Infosys Corp, purchased an equipment for $410,000 which was estimated to have a useful life for...

Infosys Corp, purchased an equipment for $410,000 which was estimated to have a useful life for 10 years with a salvage value of $10,000 at the end of that time. Depreciation has been recorded for 7 years on straight-line basis. In 2014 (year 8), it is determined that the total estimated life should be 15 years with a salvage value of $5,000 at the end of that time. The journal entry to correct the prior year’s depreciation is: Select one: a. Depreciation Account (Dr.) To Equipment Account (Cr.) $41,000 b. Depreciation Account (Dr.) To Equipment Account (Cr.) $5,000 c. Equipment Account (Dr.) To Depreciation Account (Cr.) $41,000 d. Equipment Account (Dr.) to Depreciation Account (Cr.) $36,000 e.
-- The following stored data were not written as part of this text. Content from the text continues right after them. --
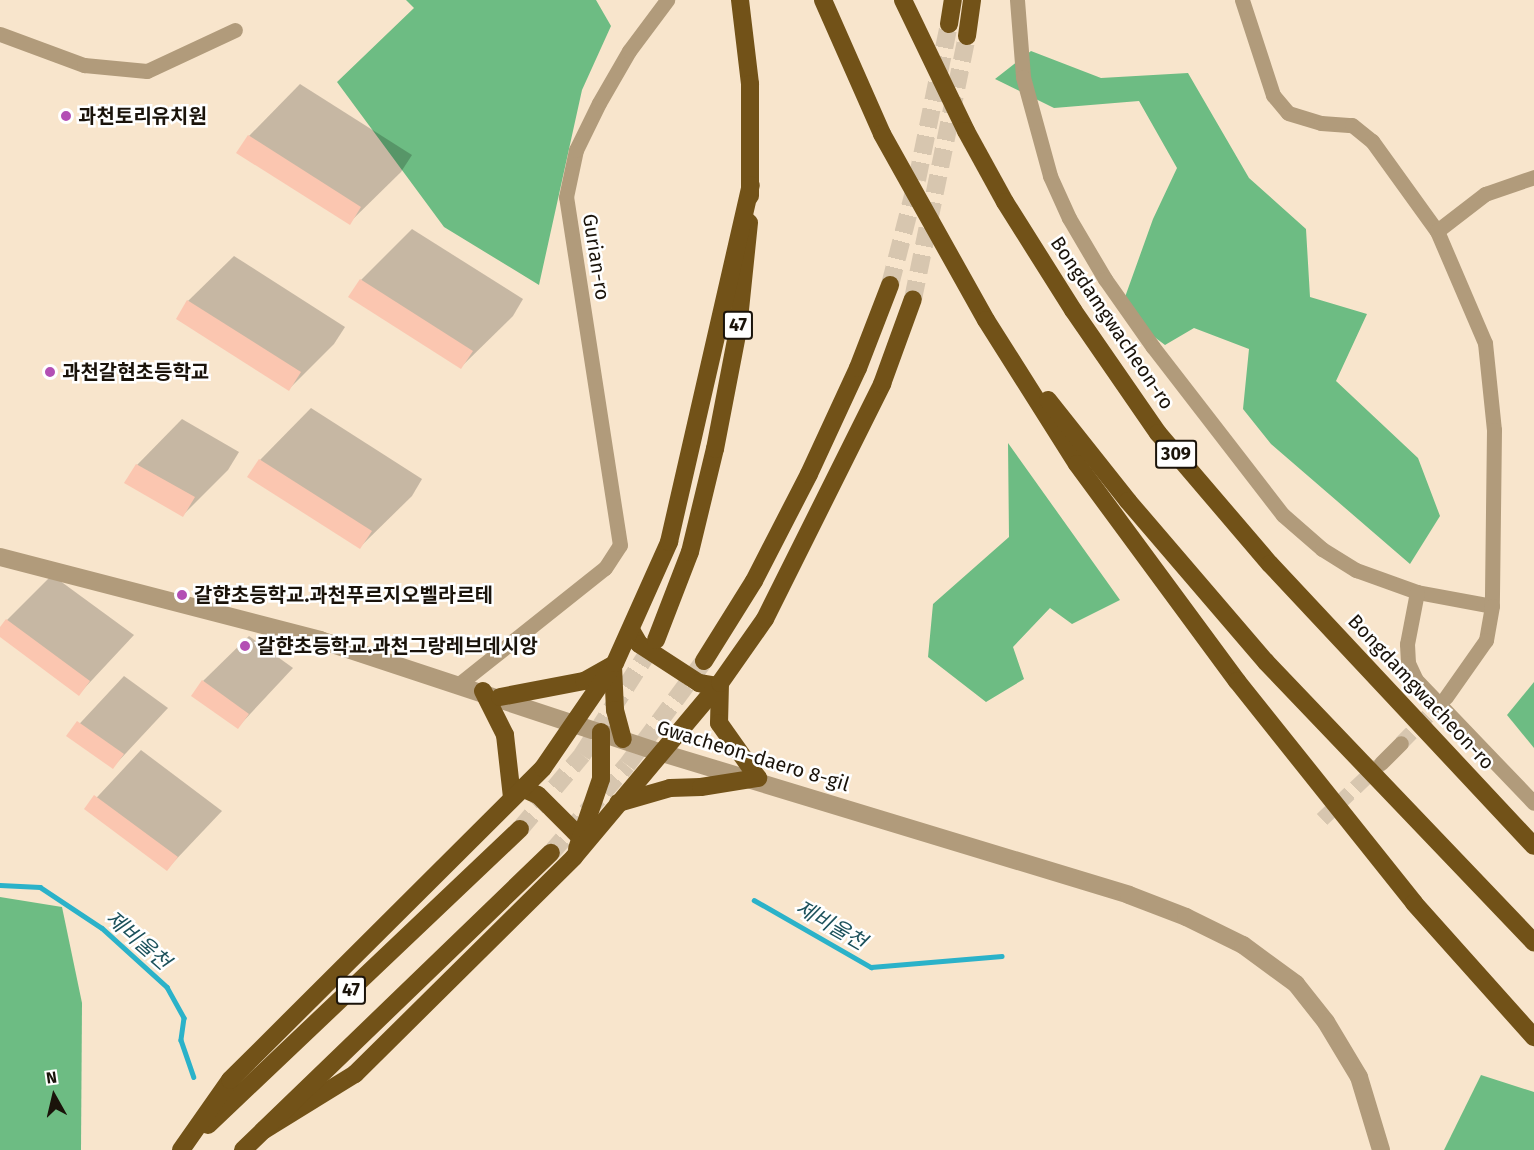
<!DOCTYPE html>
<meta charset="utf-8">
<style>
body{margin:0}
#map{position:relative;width:1534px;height:1150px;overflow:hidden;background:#f8e5cc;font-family:"Fira Sans","Noto Sans KR",sans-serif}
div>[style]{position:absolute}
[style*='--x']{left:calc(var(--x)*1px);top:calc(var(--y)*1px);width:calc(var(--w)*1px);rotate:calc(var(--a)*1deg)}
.forest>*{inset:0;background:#6dbc83}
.shadow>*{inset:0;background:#0003}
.stream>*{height:4.5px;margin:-2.25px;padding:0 2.25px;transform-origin:2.25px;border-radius:2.25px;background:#2bb2c9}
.building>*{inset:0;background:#fbc6b0}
.minor-tunnel>*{height:15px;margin-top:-7.5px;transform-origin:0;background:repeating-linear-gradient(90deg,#d7c6af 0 15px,transparent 0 23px)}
.trunk-tunnel>*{height:18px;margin-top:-9px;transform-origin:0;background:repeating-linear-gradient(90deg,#d7c6af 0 18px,transparent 0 27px)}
.minor>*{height:15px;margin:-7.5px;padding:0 7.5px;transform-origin:7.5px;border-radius:7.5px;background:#b19b7b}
.tertiary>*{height:18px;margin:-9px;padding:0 9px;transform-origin:9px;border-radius:9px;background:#b19b7b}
.trunk>*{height:18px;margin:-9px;padding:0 9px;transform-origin:9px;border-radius:9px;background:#725218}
.dots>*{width:16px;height:16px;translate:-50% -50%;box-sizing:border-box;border:3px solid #fff;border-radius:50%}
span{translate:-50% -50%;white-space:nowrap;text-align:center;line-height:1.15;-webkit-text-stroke:5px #fff;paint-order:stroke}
.shield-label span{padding:2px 4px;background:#fff;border:2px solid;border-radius:4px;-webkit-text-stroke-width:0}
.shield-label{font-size:18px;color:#1a130a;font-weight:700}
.poi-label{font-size:20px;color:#1a130a;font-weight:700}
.left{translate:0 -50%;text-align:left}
.street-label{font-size:20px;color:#1a130a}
.water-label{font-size:21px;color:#1c515b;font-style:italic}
.north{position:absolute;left:24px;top:1066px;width:60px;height:60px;-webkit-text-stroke:4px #fff;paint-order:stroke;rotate:352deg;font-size:16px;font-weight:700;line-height:24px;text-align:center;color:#1a130a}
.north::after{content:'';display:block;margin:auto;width:21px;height:27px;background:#1a130a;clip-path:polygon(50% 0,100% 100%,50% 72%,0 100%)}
</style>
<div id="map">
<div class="forest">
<div style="clip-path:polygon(406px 0,596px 0,611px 26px,582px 90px,539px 285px,444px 227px,337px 82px,414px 8px)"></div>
<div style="clip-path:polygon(1031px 51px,1101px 78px,1188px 73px,1249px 178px,1306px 229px,1310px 297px,1367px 314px,1336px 381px,1418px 458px,1440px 516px,1410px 564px,1271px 444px,1243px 409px,1249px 349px,1194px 328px,1165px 345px,1120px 311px,1153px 219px,1177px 168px,1139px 101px,1054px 108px,995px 79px)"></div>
<div style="clip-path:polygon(1008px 443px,1120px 600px,1072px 624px,1050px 608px,1013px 647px,1024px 679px,986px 702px,928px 657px,933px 604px,1009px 537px)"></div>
<div style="clip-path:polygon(1534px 682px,1534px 748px,1507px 715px)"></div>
<div style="clip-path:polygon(0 897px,62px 907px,82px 1003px,81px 1150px,0 1150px)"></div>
<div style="clip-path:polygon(1481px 1075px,1534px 1092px,1534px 1150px,1444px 1150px)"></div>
</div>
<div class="shadow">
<div style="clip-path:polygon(300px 84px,412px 155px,401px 172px,349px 223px,249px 136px)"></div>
<div style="clip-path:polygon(412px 229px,523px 299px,513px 316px,461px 367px,361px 280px)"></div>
<div style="clip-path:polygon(234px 256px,345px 327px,334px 344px,289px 389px,188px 301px)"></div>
<div style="clip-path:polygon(311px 408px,422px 479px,412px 496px,360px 547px,260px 460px)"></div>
<div style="clip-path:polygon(182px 419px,239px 452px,228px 470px,183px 515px,137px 465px)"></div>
<div style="clip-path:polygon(52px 575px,134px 635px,79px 694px,0 635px,7px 620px)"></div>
<div style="clip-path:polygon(249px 636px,293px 668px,238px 727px,203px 681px)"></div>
<div style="clip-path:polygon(124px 676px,168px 708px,113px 767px,69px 735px)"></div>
<div style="clip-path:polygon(141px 750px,222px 811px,167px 869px,86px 809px)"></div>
</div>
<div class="stream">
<div style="--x:0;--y:885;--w:40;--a:2.9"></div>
<div style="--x:40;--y:887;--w:74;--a:33.5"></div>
<div style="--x:102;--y:928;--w:88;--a:42.2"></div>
<div style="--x:167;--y:987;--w:35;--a:61"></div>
<div style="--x:184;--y:1018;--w:22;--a:98"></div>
<div style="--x:181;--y:1040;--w:39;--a:71"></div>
<div style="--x:754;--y:900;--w:135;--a:29.8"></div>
<div style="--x:871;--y:967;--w:131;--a:-4.8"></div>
</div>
<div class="building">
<div style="clip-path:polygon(248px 135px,361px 207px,350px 225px,236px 153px)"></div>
<div style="clip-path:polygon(360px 279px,473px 351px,461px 369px,348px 297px)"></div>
<div style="clip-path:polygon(187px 300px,301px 372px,289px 391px,176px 319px)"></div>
<div style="clip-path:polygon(259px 459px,372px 531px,360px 549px,247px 477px)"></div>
<div style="clip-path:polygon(136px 464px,195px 497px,183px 517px,124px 483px)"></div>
<div style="clip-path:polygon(6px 619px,90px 681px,79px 696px,0 637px,0 627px)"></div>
<div style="clip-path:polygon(202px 680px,249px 714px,238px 729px,191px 696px)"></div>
<div style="clip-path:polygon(77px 721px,124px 754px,113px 769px,66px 736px)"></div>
<div style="clip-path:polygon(94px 795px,178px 857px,167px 871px,84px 809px)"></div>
</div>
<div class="minor-tunnel">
<div style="--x:1401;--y:743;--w:64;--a:-45.6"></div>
<div style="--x:1322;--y:819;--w:79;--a:-43.5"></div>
</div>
<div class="trunk-tunnel">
<div style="--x:890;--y:285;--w:108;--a:-75.6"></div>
<div style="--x:917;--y:180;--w:159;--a:-78.4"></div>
<div style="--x:913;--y:299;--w:268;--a:-78.4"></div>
<div style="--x:520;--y:829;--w:97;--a:-50"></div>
<div style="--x:582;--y:755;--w:137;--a:-57.2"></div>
<div style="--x:551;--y:853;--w:116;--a:-49.2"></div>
<div style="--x:627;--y:765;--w:129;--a:-53.5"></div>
</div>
<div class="minor">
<div style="--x:1017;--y:0;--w:77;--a:85.5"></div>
<div style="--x:1023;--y:77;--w:103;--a:74.7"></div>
<div style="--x:1050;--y:176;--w:46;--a:65.7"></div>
<div style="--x:1069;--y:218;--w:71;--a:59.5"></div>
<div style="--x:1105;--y:279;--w:83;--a:54.8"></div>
<div style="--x:1153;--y:347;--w:212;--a:52.3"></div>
<div style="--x:1283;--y:515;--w:52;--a:41.1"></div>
<div style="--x:1322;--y:549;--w:40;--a:32"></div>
<div style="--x:1356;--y:570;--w:65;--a:19.8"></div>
<div style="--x:1417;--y:592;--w:76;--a:10.6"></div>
<div style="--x:1242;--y:0;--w:100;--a:71.9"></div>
<div style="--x:1273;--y:95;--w:23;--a:50"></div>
<div style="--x:1288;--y:113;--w:34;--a:17"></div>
<div style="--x:1321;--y:123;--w:31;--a:4"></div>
<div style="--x:1352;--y:125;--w:26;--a:39"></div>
<div style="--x:1372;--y:141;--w:111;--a:54.2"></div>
<div style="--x:1437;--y:231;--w:122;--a:66.8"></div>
<div style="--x:1485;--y:343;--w:87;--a:84.1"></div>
<div style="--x:1494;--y:430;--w:176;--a:90.7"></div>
<div style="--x:1492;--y:606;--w:35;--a:100"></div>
<div style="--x:1486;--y:640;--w:70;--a:125.1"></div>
<div style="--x:0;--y:34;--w:90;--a:20.3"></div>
<div style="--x:84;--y:65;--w:63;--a:5.4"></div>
<div style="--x:147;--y:71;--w:97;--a:-25"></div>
<div style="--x:1437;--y:231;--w:61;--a:-37.6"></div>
<div style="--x:1485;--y:194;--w:52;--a:-19.1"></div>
<div style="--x:1417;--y:592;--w:53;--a:100.9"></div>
<div style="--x:1407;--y:644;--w:19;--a:87"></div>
<div style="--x:1408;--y:663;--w:19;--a:65"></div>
<div style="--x:1416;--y:680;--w:170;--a:46.2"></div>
<div style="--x:459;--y:684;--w:186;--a:-38.5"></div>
<div style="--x:605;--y:568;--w:27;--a:-57"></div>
<div style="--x:620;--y:545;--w:352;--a:-98.8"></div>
<div style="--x:566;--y:197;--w:48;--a:-78"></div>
<div style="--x:576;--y:150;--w:52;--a:-63.9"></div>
<div style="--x:599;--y:103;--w:60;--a:-60"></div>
<div style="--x:629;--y:51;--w:64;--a:-53.3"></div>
<div style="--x:1381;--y:763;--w:28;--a:-45"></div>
</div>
<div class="tertiary">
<div style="--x:0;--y:557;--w:331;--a:14.5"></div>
<div style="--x:320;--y:640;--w:357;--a:18.3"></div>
<div style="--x:659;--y:752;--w:491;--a:16.9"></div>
<div style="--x:1129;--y:895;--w:61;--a:21.1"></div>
<div style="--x:1186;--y:917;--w:64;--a:26.2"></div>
<div style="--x:1243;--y:945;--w:66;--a:36.3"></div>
<div style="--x:1296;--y:984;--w:48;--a:51.7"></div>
<div style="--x:1326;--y:1022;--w:64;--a:59"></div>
<div style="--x:1359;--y:1077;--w:76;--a:73.2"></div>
</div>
<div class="trunk">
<div style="--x:740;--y:0;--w:85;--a:83.2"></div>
<div style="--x:750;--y:84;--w:112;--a:90"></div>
<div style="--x:823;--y:0;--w:146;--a:66.2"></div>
<div style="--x:882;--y:134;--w:213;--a:60.8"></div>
<div style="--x:986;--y:320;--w:170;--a:57.7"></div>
<div style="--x:1077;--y:464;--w:270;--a:53.6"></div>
<div style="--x:1237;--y:681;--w:284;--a:51.4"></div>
<div style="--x:1414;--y:903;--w:180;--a:48.2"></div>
<div style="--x:903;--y:0;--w:145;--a:64.3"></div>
<div style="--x:966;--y:131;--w:81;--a:61.2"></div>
<div style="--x:1005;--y:202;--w:128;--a:57.8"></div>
<div style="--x:1073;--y:310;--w:150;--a:55.4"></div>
<div style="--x:1158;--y:433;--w:172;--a:49.5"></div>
<div style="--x:1270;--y:564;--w:386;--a:46.9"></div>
<div style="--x:949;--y:24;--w:24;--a:-81"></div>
<div style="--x:967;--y:36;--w:36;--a:-82"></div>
<div style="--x:1048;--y:400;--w:129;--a:51.6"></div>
<div style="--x:1128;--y:501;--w:212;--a:49.4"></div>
<div style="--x:1266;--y:662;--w:388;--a:46.3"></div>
<div style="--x:631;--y:630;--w:16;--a:60"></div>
<div style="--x:639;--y:644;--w:72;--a:33"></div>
<div style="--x:699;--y:683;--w:18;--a:9"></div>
<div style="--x:656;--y:640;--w:94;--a:-68.9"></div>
<div style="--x:690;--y:552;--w:106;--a:-76.4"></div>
<div style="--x:715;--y:449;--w:122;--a:-79.1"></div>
<div style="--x:738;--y:329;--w:107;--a:-84.1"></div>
<div style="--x:704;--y:661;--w:94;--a:-58"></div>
<div style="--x:754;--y:581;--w:120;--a:-62.8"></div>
<div style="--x:809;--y:474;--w:117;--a:-65.2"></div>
<div style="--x:858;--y:368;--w:89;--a:-68.9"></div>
<div style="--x:613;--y:666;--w:44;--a:87.4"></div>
<div style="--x:615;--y:710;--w:30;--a:75"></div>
<div style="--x:720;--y:683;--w:40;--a:91.4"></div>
<div style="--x:719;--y:723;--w:67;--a:54.7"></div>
<div style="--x:483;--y:691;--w:49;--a:63.4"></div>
<div style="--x:505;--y:735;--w:62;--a:83.6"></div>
<div style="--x:500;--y:697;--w:86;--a:-10.8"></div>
<div style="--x:584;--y:681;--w:31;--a:-29"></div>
<div style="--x:522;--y:788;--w:17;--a:24"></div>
<div style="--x:538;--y:795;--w:61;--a:45"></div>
<div style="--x:618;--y:803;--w:54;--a:-16.1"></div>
<div style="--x:670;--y:788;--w:31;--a:-2"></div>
<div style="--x:701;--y:787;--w:58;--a:-9"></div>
<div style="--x:577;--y:849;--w:74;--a:-71.1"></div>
<div style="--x:601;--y:779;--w:47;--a:-90"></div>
<div style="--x:208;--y:1125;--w:430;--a:-43.5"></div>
<div style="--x:264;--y:1130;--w:107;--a:-31.6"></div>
<div style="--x:355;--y:1074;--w:308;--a:-44.7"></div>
<div style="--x:574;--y:857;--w:227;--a:-50"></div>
<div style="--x:720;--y:683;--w:78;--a:-54.9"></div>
<div style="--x:765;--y:619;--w:263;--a:-63.5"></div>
<div style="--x:882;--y:384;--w:90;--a:-70"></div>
<div style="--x:181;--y:1150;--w:85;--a:-55"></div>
<div style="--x:230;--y:1080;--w:442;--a:-44.9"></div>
<div style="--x:543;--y:768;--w:127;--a:-55.6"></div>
<div style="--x:615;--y:663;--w:133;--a:-65.9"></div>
<div style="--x:669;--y:542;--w:366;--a:-77.1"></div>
<div style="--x:243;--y:1150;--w:428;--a:-44"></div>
</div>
<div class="dots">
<div style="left:66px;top:116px;background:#b34fb4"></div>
<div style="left:50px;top:372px;background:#b34fb4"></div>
<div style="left:182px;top:595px;background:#b34fb4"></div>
<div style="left:245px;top:646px;background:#b34fb4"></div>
</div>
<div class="shield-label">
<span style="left:738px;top:325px">47</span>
<span style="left:1176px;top:454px">309</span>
<span style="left:351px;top:990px">47</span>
</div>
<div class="poi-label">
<span class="left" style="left:78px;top:116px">과천토리유치원</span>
<span class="left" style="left:62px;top:372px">과천갈현초등학교</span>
<span class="left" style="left:194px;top:595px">갈햔초등학교.과천푸르지오벨라르테</span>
<span class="left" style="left:257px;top:646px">갈햔초등학교.과천그랑레브데시앙</span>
</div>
<div class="street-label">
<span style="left:596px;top:257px;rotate:81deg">Gurian-ro</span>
<span style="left:1112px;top:323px;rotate:56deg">Bongdamgwacheon-ro</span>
<span style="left:1421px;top:692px;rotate:47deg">Bongdamgwacheon-ro</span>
<span style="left:753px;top:756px;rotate:17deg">Gwacheon-daero 8-gil</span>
</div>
<div class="water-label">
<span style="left:831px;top:925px;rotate:30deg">제비울천</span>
<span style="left:138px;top:940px;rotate:41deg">제비울천</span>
</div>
<div class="north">N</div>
</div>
No Entry

Solutions

Expert Solution

Answer:

Option E is Correct.

At the time of purchase:

Cost of Equipment = $410,000
Salvage Value = $10,000
Useful Life = 10 years

Annual Depreciation = (Cost of Equipment - Salvage Value) / Useful Life
Annual Depreciation = ($410,000 - $10,000) / 10
Annual Depreciation = $40,000

At the end of Year 7:

Accumulated Depreciation = 7 * $40,000
Accumulated Depreciation = $280,000

Book Value of Equipment = $410,000 - $280,000
Book Value of Equipment = $130,000

At the beginning of Year 8:

Book Value of Equipment = $130,000
Salvage Value = $5,000
Remaining Useful Life = 8 years

Annual Depreciation = (Book Value of Equipment - Salvage Value) / Remaining Useful Life
Annual Depreciation = ($130,000 - $5,000) / 8
Annual Depreciation = $15,625

On Change of Depreciation due to change in salvage value or useful life, no prior adjustment is made. The effect of change is upon the forthcoming years of assets by change of Depreciation expense per year.

Therefore, no prior adjustment would be made for change in depreciation.